(SOURCE DATA Opens)

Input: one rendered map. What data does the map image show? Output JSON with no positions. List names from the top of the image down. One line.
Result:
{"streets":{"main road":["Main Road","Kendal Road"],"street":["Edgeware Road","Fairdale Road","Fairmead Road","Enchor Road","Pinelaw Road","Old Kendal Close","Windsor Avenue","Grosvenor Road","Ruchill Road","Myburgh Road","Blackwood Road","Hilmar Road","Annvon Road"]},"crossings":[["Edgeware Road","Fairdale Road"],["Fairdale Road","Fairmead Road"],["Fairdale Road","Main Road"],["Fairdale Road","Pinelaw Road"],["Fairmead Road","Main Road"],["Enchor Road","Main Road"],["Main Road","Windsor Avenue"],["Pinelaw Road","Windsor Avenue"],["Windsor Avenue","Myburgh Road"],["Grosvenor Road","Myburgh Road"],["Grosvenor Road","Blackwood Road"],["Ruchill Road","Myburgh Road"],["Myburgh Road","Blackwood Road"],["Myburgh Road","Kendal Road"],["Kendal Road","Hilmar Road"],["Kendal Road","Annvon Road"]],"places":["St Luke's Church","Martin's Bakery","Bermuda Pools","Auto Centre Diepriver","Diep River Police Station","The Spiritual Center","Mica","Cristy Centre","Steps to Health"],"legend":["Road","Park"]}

(SOURCE DATA Closes)

> _EXERCISE DIRECTIONS_
Would you set down the full listing exactly as it reads?

> _SOLUTION BELOW_
Input: one rendered map. What data does the map image show? Output JSON with no positions. List names from the top of the image down. One line.
Result:
{"streets":{"main road":["Main Road","Kendal Road"],"street":["Edgeware Road","Fairdale Road","Fairmead Road","Enchor Road","Pinelaw Road","Old Kendal Close","Windsor Avenue","Grosvenor Road","Ruchill Road","Myburgh Road","Blackwood Road","Hilmar Road","Annvon Road"]},"crossings":[["Edgeware Road","Fairdale Road"],["Fairdale Road","Fairmead Road"],["Fairdale Road","Main Road"],["Fairdale Road","Pinelaw Road"],["Fairmead Road","Main Road"],["Enchor Road","Main Road"],["Main Road","Windsor Avenue"],["Pinelaw Road","Windsor Avenue"],["Windsor Avenue","Myburgh Road"],["Grosvenor Road","Myburgh Road"],["Grosvenor Road","Blackwood Road"],["Ruchill Road","Myburgh Road"],["Myburgh Road","Blackwood Road"],["Myburgh Road","Kendal Road"],["Kendal Road","Hilmar Road"],["Kendal Road","Annvon Road"]],"places":["St Luke's Church","Martin's Bakery","Bermuda Pools","Auto Centre Diepriver","Diep River Police Station","The Spiritual Center","Mica","Cristy Centre","Steps to Health"],"legend":["Road","Park"]}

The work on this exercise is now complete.